* [About this exercise]
Report every line of the data that includes "Avenue".

Records section start

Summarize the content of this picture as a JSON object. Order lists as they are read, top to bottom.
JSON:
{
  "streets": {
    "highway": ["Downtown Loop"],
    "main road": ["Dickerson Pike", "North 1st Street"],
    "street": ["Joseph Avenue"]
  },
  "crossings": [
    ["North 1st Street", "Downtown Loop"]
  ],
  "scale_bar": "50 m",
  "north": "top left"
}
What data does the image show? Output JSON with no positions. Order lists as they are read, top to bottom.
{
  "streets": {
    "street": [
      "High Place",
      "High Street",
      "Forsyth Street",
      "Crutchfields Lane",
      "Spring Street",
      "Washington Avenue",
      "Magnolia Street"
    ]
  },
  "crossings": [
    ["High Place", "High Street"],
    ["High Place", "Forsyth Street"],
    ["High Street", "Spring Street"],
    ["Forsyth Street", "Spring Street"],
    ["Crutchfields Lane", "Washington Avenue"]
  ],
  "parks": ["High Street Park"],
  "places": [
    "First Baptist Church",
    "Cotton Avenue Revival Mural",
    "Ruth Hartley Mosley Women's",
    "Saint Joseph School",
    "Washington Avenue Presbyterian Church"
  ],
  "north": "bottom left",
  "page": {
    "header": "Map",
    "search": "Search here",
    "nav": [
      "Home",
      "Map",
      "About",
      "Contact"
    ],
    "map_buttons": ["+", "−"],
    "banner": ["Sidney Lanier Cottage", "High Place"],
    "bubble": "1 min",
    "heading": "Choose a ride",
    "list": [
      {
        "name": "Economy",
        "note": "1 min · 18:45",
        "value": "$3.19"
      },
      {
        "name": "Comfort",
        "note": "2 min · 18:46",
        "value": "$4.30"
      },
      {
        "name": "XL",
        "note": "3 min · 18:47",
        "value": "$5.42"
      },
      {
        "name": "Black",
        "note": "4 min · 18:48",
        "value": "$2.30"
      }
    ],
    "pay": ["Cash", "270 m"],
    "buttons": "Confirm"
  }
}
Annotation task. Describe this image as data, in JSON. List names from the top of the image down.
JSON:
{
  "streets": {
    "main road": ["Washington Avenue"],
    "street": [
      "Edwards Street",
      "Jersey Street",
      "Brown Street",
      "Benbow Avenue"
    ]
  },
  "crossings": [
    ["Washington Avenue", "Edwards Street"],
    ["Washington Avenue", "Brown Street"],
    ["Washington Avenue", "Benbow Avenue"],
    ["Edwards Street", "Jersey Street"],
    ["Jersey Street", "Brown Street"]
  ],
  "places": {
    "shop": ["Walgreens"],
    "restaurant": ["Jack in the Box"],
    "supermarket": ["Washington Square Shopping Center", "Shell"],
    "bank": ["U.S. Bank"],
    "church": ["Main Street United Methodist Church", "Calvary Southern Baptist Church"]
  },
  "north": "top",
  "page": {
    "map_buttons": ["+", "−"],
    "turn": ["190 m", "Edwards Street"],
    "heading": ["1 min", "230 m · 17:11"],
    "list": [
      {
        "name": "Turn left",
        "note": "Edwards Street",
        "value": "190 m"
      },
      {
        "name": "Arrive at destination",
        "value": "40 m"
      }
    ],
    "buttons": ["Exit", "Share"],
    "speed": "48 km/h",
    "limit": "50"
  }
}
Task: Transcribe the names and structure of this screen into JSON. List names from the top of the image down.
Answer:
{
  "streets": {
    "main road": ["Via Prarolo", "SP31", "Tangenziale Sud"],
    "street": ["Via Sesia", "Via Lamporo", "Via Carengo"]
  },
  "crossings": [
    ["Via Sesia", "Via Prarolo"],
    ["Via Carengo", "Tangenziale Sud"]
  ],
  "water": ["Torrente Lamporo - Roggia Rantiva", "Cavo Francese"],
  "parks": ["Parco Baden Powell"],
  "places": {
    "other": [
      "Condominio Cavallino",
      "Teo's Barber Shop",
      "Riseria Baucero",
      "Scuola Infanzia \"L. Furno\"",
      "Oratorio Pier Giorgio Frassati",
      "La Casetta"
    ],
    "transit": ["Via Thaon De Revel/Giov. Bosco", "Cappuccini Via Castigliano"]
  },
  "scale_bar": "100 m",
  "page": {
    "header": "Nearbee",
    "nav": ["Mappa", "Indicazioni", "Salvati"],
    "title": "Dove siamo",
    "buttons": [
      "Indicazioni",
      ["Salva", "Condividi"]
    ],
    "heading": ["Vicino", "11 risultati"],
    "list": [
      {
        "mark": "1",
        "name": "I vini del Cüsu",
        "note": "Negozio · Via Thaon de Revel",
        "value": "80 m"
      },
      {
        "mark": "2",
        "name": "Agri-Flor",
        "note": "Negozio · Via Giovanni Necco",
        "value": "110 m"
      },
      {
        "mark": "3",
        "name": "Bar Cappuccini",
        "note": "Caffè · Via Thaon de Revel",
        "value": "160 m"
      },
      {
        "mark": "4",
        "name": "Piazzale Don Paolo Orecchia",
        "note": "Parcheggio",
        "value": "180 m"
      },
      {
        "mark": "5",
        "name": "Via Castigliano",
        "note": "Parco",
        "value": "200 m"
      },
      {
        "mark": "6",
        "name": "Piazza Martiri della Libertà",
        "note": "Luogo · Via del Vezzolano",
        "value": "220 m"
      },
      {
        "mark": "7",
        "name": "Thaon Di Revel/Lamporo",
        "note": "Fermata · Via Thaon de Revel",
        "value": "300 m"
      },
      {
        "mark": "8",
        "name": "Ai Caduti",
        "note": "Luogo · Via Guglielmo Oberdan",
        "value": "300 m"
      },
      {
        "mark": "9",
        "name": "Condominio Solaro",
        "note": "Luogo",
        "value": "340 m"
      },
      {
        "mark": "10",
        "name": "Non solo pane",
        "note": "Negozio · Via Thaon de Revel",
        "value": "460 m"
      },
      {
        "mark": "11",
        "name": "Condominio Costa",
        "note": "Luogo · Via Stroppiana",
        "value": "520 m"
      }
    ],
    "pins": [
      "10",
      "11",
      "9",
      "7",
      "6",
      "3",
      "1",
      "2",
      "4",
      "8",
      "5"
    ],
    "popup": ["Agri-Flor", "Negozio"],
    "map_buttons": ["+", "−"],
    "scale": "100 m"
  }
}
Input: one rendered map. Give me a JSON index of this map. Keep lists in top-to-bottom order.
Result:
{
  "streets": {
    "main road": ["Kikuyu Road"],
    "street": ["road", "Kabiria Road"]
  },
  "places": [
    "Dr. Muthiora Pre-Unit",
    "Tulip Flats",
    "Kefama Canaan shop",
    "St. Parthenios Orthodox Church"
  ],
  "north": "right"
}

Records section end

* [Result for this exercise]
    "street": ["Joseph Avenue"]
      "Washington Avenue",
    ["Crutchfields Lane", "Washington Avenue"]
    "Cotton Avenue Revival Mural",
    "Washington Avenue Presbyterian Church"
    "main road": ["Washington Avenue"],
      "Benbow Avenue"
    ["Washington Avenue", "Edwards Street"],
    ["Washington Avenue", "Brown Street"],
    ["Washington Avenue", "Benbow Avenue"],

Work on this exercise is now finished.